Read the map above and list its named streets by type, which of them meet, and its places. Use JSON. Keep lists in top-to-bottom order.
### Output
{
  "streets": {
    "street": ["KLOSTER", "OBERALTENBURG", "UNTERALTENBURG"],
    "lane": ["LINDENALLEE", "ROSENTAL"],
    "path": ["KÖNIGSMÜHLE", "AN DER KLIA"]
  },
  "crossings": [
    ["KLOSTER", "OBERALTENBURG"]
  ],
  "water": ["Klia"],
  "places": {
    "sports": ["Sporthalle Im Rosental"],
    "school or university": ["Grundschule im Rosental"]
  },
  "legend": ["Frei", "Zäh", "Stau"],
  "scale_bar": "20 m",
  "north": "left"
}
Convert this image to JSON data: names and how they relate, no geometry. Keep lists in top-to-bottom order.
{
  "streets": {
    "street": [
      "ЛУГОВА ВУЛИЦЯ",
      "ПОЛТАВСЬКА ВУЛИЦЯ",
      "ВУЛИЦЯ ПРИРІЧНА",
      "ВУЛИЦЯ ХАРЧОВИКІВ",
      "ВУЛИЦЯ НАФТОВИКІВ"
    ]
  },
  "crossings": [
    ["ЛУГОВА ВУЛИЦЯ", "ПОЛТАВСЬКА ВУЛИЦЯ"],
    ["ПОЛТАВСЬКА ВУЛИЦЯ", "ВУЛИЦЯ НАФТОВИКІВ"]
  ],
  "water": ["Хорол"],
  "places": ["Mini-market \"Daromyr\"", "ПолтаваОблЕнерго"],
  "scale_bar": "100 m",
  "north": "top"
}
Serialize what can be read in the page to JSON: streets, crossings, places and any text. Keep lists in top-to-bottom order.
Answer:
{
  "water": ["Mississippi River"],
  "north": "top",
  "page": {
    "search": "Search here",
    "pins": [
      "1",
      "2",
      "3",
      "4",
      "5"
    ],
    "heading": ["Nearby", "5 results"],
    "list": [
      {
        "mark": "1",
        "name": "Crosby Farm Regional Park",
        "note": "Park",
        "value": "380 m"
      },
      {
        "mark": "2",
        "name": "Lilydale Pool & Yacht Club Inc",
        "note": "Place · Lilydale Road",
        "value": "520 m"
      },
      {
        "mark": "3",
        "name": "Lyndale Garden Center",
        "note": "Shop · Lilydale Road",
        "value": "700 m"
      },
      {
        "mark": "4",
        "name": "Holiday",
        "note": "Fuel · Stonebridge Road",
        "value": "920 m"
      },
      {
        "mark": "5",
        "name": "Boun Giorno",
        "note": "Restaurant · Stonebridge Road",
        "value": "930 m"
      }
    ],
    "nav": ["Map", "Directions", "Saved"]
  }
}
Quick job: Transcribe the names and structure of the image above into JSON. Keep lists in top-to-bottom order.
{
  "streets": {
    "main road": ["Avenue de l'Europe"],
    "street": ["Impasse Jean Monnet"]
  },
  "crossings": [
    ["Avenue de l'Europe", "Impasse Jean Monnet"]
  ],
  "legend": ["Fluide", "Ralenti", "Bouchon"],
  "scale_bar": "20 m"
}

§ **WHAT IS REQUIRED**: Reproduce the material above in full, word for word.

§ **WRITTEN RESPONSE**:
Read the map above and list its named streets by type, which of them meet, and its places. Use JSON. Keep lists in top-to-bottom order.
### Output
{
  "streets": {
    "street": ["KLOSTER", "OBERALTENBURG", "UNTERALTENBURG"],
    "lane": ["LINDENALLEE", "ROSENTAL"],
    "path": ["KÖNIGSMÜHLE", "AN DER KLIA"]
  },
  "crossings": [
    ["KLOSTER", "OBERALTENBURG"]
  ],
  "water": ["Klia"],
  "places": {
    "sports": ["Sporthalle Im Rosental"],
    "school or university": ["Grundschule im Rosental"]
  },
  "legend": ["Frei", "Zäh", "Stau"],
  "scale_bar": "20 m",
  "north": "left"
}
Convert this image to JSON data: names and how they relate, no geometry. Keep lists in top-to-bottom order.
{
  "streets": {
    "street": [
      "ЛУГОВА ВУЛИЦЯ",
      "ПОЛТАВСЬКА ВУЛИЦЯ",
      "ВУЛИЦЯ ПРИРІЧНА",
      "ВУЛИЦЯ ХАРЧОВИКІВ",
      "ВУЛИЦЯ НАФТОВИКІВ"
    ]
  },
  "crossings": [
    ["ЛУГОВА ВУЛИЦЯ", "ПОЛТАВСЬКА ВУЛИЦЯ"],
    ["ПОЛТАВСЬКА ВУЛИЦЯ", "ВУЛИЦЯ НАФТОВИКІВ"]
  ],
  "water": ["Хорол"],
  "places": ["Mini-market \"Daromyr\"", "ПолтаваОблЕнерго"],
  "scale_bar": "100 m",
  "north": "top"
}
Serialize what can be read in the page to JSON: streets, crossings, places and any text. Keep lists in top-to-bottom order.
Answer:
{
  "water": ["Mississippi River"],
  "north": "top",
  "page": {
    "search": "Search here",
    "pins": [
      "1",
      "2",
      "3",
      "4",
      "5"
    ],
    "heading": ["Nearby", "5 results"],
    "list": [
      {
        "mark": "1",
        "name": "Crosby Farm Regional Park",
        "note": "Park",
        "value": "380 m"
      },
      {
        "mark": "2",
        "name": "Lilydale Pool & Yacht Club Inc",
        "note": "Place · Lilydale Road",
        "value": "520 m"
      },
      {
        "mark": "3",
        "name": "Lyndale Garden Center",
        "note": "Shop · Lilydale Road",
        "value": "700 m"
      },
      {
        "mark": "4",
        "name": "Holiday",
        "note": "Fuel · Stonebridge Road",
        "value": "920 m"
      },
      {
        "mark": "5",
        "name": "Boun Giorno",
        "note": "Restaurant · Stonebridge Road",
        "value": "930 m"
      }
    ],
    "nav": ["Map", "Directions", "Saved"]
  }
}
Quick job: Transcribe the names and structure of the image above into JSON. Keep lists in top-to-bottom order.
{
  "streets": {
    "main road": ["Avenue de l'Europe"],
    "street": ["Impasse Jean Monnet"]
  },
  "crossings": [
    ["Avenue de l'Europe", "Impasse Jean Monnet"]
  ],
  "legend": ["Fluide", "Ralenti", "Bouchon"],
  "scale_bar": "20 m"
}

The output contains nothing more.